→ **Problem to work on**
Which lines of the records below contain the word "canvas"? Copy each of them out.

(Saved entries)
━━━━━━━━

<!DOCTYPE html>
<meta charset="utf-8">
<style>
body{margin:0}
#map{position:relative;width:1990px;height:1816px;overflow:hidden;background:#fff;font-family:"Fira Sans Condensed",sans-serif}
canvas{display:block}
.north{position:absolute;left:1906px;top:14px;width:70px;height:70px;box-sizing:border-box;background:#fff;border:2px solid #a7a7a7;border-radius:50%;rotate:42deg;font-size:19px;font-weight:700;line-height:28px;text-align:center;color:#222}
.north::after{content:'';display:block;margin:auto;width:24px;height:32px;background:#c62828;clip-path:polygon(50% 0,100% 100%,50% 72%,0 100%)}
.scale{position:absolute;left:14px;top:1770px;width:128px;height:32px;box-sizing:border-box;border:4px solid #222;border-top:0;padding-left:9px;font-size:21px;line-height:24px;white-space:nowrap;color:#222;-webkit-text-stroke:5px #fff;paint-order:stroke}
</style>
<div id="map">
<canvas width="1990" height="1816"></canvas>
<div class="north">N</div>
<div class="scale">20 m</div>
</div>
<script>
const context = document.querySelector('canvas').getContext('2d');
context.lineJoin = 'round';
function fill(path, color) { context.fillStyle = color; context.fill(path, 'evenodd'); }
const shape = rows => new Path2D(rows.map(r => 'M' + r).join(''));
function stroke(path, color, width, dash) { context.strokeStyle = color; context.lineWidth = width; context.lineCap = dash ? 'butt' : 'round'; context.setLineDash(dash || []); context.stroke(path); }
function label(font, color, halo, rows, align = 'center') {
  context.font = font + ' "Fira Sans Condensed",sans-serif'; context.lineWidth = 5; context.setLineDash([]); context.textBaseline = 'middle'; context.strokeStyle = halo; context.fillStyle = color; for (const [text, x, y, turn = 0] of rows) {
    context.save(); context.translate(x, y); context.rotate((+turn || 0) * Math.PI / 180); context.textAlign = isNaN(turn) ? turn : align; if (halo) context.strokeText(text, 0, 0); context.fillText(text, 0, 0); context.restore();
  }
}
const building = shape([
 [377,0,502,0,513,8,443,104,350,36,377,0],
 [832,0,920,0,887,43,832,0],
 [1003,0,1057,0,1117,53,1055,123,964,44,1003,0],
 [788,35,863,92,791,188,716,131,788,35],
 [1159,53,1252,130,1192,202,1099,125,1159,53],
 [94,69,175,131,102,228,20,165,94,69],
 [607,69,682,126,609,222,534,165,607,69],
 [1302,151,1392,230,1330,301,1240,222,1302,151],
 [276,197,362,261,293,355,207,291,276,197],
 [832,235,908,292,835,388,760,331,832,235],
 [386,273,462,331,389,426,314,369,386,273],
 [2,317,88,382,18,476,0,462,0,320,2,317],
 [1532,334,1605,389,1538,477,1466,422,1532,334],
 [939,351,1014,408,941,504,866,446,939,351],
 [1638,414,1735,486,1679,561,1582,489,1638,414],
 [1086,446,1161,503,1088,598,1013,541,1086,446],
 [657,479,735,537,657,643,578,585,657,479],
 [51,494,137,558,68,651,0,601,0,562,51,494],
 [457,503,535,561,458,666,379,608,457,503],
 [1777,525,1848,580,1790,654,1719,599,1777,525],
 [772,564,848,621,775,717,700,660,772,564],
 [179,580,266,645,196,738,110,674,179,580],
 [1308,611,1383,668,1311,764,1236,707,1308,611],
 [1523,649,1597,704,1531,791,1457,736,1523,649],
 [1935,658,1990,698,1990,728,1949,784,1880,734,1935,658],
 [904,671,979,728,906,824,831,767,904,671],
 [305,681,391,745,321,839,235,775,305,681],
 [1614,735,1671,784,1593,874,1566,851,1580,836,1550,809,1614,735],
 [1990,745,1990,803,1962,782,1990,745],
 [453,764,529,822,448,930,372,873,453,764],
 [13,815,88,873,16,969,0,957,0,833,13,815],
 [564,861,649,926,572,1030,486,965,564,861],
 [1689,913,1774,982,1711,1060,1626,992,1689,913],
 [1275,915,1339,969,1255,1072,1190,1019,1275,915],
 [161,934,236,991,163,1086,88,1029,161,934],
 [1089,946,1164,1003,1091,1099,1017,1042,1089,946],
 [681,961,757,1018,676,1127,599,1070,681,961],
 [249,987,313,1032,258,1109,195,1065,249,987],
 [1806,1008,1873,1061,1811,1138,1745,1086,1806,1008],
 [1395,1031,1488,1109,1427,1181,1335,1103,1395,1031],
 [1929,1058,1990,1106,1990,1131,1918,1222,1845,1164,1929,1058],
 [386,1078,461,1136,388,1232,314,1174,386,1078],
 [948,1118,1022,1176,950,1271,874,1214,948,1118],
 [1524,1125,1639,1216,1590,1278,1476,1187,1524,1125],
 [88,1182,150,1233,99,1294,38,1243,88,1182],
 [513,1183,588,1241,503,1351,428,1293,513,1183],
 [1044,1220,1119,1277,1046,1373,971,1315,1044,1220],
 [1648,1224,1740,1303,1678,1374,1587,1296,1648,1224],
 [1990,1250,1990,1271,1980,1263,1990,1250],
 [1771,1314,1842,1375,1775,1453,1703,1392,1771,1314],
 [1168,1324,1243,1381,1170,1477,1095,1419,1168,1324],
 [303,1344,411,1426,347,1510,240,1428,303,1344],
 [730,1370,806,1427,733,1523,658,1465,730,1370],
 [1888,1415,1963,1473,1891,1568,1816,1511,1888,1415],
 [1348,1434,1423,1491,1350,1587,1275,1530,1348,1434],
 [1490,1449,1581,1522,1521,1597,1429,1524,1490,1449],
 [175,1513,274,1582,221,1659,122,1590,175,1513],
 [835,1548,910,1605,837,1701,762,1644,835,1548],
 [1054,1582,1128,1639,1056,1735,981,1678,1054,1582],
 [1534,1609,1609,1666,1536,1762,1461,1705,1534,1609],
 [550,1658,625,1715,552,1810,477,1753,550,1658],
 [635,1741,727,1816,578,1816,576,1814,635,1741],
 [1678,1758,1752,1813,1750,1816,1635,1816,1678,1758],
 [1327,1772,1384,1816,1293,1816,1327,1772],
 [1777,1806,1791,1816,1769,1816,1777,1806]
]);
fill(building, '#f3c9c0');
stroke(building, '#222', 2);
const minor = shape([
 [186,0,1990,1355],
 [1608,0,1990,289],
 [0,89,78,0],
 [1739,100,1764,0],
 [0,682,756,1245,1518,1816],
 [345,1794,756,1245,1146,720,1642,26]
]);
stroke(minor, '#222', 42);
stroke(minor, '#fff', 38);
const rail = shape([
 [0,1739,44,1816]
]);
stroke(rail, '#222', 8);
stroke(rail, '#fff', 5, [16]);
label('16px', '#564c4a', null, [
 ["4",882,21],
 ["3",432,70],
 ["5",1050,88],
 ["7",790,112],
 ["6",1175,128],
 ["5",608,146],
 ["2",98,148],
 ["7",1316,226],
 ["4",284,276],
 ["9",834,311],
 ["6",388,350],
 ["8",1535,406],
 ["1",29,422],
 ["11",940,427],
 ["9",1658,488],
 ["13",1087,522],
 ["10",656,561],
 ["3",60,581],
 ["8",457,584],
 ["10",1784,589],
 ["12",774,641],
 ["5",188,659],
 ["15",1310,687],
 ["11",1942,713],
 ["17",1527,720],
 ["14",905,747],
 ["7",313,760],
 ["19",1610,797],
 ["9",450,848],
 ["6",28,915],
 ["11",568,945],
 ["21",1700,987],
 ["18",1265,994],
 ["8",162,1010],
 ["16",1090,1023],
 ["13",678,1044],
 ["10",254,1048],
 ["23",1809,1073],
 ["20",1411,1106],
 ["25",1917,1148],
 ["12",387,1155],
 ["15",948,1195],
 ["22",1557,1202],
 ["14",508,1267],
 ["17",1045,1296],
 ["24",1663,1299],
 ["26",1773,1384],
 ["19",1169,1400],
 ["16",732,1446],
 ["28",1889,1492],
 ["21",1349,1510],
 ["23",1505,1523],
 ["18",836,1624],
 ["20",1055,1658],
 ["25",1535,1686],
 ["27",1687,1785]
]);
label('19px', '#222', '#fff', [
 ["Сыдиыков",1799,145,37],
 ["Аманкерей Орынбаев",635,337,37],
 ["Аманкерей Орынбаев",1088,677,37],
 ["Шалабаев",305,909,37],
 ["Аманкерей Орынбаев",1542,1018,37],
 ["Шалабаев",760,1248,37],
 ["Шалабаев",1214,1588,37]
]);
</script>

━━━━━━━━

→ **Output of the task**
canvas{display:block}
<canvas width="1990" height="1816"></canvas>
const context = document.querySelector('canvas').getContext('2d');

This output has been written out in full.